While lngDataToRead > 0
' Verify that the client is connected.
If objResponse.IsClientConnected Then
' Read the data in buffer
intLength = objStream.Read(bytBuffer, 0, 10000)
' Write the data to the current output stream.
objResponse.OutputStream.Write(bytBuffer, 0, intLength)
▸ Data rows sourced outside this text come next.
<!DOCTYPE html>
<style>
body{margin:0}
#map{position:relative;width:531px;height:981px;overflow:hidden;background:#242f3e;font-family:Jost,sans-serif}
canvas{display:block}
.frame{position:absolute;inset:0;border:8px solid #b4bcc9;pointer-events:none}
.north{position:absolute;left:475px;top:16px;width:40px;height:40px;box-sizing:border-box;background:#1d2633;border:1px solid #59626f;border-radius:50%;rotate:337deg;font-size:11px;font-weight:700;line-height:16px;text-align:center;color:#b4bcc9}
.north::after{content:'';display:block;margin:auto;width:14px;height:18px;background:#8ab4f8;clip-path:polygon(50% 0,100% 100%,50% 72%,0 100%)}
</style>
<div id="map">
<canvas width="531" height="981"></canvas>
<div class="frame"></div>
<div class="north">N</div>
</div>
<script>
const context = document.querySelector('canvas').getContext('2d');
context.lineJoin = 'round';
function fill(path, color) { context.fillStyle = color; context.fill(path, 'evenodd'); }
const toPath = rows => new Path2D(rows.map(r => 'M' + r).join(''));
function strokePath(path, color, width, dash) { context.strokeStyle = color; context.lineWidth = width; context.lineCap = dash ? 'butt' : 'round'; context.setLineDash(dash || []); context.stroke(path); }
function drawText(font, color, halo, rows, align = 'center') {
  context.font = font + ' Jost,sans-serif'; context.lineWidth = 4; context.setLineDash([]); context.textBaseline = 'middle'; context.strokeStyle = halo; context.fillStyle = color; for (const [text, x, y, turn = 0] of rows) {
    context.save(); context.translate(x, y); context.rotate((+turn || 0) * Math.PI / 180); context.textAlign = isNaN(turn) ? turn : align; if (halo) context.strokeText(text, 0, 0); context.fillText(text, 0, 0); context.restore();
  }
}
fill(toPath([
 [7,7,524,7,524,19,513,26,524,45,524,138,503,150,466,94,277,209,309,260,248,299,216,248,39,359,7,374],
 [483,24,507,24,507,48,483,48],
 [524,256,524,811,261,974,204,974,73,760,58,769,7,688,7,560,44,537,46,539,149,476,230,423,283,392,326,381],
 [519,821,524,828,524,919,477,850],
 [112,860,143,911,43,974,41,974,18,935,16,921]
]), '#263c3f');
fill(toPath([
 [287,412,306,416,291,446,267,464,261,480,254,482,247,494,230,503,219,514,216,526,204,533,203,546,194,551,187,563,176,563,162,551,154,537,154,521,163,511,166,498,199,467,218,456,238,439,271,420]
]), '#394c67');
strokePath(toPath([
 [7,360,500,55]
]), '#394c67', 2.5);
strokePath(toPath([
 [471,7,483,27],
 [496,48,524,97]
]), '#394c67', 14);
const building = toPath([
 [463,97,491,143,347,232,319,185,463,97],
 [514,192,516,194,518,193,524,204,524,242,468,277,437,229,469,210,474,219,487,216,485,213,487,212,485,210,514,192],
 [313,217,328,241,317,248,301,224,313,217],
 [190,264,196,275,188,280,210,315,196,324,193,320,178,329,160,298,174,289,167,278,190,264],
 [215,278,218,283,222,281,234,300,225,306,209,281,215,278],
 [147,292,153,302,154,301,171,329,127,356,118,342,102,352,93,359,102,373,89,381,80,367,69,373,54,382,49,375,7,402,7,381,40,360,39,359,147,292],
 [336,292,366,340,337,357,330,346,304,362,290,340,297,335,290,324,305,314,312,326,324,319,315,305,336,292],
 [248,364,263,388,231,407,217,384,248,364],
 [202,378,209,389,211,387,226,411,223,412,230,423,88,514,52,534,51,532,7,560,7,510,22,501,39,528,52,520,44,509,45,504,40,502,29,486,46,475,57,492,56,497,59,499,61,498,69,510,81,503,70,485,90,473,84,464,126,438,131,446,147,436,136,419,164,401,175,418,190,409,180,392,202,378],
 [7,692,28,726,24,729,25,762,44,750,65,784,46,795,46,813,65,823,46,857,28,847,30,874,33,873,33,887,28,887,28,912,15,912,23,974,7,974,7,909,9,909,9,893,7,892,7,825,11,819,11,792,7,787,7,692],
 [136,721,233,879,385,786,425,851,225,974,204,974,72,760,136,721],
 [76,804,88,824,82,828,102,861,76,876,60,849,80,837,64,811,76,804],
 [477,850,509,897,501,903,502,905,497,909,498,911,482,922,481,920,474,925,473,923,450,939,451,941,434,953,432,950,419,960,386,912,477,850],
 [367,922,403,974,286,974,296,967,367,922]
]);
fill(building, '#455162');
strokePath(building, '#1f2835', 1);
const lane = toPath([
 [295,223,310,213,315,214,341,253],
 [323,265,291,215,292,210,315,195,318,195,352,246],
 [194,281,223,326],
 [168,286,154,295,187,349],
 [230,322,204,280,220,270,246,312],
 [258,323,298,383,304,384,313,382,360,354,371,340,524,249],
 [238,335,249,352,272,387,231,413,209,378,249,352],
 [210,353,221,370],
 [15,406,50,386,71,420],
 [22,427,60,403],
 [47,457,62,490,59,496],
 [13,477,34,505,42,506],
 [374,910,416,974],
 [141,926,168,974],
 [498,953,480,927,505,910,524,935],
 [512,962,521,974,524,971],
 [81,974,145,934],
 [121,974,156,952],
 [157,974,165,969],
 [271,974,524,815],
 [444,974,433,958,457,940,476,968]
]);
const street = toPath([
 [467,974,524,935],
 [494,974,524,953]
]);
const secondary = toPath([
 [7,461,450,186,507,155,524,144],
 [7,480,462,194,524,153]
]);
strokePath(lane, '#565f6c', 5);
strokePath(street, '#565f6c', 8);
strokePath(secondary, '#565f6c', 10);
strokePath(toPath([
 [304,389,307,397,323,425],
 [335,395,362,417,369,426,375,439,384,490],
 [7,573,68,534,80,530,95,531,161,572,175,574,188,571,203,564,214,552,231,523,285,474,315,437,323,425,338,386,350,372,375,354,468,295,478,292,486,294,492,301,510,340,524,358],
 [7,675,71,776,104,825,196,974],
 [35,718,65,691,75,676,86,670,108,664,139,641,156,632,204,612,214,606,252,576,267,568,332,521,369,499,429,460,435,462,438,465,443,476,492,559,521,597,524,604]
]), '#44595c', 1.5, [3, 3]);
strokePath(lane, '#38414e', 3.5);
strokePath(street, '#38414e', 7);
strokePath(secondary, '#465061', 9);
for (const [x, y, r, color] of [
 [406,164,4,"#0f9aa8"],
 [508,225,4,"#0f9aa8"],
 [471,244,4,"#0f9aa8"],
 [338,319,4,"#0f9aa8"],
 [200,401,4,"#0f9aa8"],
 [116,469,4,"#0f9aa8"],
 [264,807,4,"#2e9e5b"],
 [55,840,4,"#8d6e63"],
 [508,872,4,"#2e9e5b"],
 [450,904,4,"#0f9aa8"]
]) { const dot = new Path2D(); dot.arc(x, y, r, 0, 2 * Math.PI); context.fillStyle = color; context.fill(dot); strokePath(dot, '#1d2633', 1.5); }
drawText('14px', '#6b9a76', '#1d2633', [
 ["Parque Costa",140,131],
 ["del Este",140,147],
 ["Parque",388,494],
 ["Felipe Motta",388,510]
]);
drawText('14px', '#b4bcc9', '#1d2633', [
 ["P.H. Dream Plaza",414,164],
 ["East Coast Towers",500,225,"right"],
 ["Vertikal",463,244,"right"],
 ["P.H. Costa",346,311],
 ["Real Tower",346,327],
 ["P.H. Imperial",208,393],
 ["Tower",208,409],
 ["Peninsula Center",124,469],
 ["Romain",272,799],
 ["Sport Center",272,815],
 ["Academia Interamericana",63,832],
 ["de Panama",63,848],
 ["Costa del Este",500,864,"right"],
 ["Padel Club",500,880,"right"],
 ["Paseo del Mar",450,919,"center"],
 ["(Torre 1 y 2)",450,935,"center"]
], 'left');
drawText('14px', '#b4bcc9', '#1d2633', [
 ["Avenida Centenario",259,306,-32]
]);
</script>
' Flush the data to the HTML output.
objResponse.Flush()
ReDim bytBuffer(10000) ' Clear the buffer
lngDataToRead = lngDataToRead - intLength
Else
'prevent infinite loop if user disconnects
lngDataToRead = -1
End If
End While
Catch ex As Exception
' Trap the error, if any.
objResponse.Write("Error : " & ex.Message)
Finally
If IsNothing(objStream) = False Then
' Close the file.
objStream.Close()
End If
End Try
End Sub
NOTE: This code is presented as an example of how you could secure a file. The above example is intended as a good starting point to implementing your own secure file routine. Use at your own risk. Hilbert Solutions, LLC is not responsible for any damage this code example might do. Also note that this examples contains pieces of other examples across the Internet and therefore is not considered to be original in anyway.